» **TASK**:
Only lines holding "JSON" are wanted; copy each of them from the records below.

[[ RECORDS FOR THIS EXERCISE, beginning ]]

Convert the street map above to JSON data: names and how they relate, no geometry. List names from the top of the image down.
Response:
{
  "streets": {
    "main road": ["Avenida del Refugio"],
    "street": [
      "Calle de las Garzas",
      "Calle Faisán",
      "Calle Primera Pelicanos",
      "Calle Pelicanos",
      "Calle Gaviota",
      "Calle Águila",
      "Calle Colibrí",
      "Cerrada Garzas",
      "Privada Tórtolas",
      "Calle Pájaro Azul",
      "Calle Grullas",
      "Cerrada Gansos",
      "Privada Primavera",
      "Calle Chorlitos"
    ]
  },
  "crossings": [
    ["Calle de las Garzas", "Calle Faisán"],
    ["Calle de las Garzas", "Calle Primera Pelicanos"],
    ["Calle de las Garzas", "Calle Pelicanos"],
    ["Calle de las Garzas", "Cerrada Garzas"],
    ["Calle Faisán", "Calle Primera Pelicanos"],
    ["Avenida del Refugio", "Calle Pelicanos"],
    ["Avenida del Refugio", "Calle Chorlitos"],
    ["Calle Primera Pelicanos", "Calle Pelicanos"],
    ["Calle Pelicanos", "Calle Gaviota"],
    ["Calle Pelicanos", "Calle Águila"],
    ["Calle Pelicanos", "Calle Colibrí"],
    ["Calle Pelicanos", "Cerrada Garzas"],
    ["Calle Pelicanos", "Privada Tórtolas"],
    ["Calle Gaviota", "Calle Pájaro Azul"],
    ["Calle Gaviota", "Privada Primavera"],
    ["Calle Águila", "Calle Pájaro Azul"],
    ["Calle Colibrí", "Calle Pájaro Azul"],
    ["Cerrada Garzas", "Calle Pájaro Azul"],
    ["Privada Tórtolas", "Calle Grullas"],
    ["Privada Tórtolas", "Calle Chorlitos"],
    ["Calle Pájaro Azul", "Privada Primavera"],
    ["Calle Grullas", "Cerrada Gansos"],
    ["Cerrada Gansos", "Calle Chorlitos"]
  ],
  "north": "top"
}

[[ RECORDS FOR THIS EXERCISE, end ]]
[[ RECORDS FOR THIS EXERCISE, beginning ]]

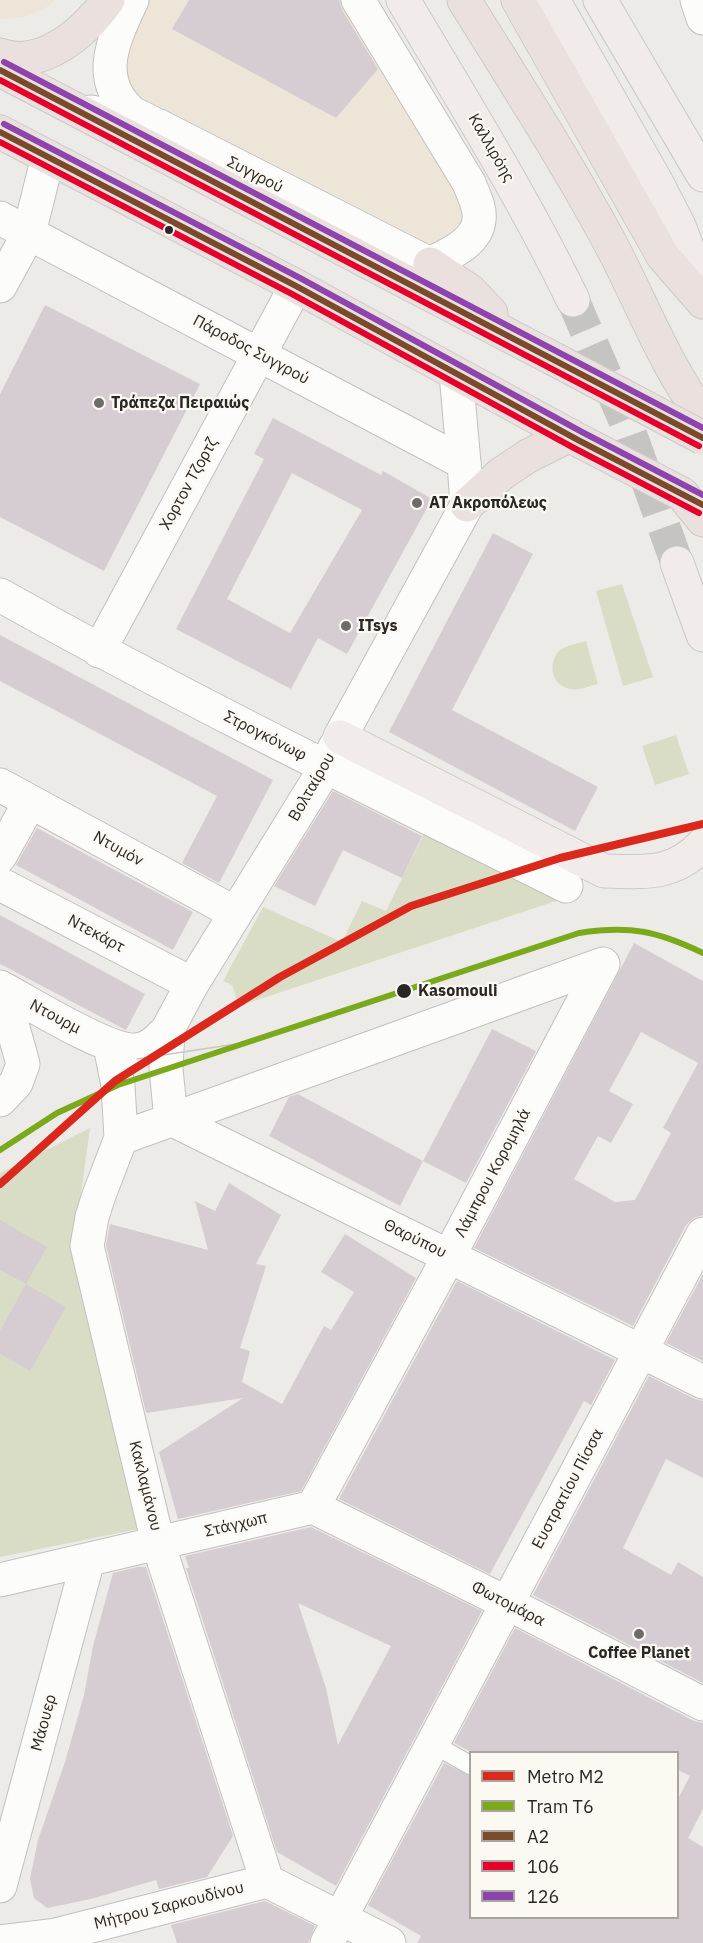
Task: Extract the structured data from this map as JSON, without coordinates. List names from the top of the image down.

[[ RECORDS FOR THIS EXERCISE, end ]]
[[ RECORDS FOR THIS EXERCISE, beginning ]]

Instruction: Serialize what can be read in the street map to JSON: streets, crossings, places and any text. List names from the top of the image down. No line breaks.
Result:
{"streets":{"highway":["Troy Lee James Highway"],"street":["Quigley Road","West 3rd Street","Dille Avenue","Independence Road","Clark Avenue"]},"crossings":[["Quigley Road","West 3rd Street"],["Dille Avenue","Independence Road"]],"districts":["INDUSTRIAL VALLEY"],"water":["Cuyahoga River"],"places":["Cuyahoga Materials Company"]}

[[ RECORDS FOR THIS EXERCISE, end ]]

» **EXERCISE RESULT**:
Convert the street map above to JSON data: names and how they relate, no geometry. List names from the top of the image down.
Task: Extract the structured data from this map as JSON, without coordinates. List names from the top of the image down.
Instruction: Serialize what can be read in the street map to JSON: streets, crossings, places and any text. List names from the top of the image down. No line breaks.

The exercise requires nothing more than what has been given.